**INSTRUCTIONS FOR THE TASK:** Reproduce nothing but the lines from the one with "Give me a JSON" down to the last line of the data below.

**INPUT RECORDS:**
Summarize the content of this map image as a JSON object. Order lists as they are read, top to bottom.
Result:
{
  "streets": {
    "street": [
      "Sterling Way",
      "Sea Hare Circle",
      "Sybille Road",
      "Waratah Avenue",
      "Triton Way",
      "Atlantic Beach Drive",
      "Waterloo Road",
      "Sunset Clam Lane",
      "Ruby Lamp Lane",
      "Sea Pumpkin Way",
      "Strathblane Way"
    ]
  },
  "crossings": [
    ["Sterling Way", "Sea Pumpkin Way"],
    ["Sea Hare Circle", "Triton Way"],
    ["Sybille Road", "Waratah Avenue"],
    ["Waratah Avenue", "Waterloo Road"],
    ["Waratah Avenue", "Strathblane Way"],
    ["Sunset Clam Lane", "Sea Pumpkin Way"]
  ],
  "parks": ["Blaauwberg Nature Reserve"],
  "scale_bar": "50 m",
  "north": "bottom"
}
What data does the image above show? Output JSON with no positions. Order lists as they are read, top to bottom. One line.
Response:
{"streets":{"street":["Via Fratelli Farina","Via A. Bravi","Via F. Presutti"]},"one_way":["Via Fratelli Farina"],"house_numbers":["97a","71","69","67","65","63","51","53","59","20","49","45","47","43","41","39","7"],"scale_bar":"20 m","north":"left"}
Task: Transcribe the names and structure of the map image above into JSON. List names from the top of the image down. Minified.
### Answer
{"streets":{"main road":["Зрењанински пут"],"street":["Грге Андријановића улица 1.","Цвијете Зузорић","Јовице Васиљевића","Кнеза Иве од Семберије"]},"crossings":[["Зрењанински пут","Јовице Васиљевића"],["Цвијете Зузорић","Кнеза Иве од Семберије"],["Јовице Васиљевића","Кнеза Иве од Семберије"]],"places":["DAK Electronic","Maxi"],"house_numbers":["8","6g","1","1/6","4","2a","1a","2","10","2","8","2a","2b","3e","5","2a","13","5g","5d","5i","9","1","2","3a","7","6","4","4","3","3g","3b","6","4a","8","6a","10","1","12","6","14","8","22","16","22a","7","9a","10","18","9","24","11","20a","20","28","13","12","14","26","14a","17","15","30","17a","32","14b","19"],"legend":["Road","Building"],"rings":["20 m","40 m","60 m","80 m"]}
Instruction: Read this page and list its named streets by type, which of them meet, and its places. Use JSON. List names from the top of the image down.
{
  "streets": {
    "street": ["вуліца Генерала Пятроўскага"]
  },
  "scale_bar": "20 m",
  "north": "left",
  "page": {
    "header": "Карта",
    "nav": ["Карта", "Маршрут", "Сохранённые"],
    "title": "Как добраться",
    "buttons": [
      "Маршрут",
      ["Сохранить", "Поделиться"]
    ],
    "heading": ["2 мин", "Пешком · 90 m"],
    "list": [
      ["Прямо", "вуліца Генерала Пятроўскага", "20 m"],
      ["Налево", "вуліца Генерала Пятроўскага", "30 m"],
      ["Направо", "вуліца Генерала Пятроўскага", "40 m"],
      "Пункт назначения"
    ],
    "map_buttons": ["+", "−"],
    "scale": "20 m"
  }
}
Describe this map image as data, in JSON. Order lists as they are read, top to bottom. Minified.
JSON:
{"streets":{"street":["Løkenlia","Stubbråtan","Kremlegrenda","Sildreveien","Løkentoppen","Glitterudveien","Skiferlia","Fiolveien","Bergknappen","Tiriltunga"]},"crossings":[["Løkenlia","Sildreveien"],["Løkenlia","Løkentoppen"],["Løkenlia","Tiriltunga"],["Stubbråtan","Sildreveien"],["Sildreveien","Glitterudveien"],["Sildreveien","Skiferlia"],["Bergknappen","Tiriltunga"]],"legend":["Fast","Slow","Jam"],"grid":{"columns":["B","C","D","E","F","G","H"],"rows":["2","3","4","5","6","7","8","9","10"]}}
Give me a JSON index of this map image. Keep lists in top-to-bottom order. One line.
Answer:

**SOLUTION BELOW:**
Give me a JSON index of this map image. Keep lists in top-to-bottom order. One line.
Answer:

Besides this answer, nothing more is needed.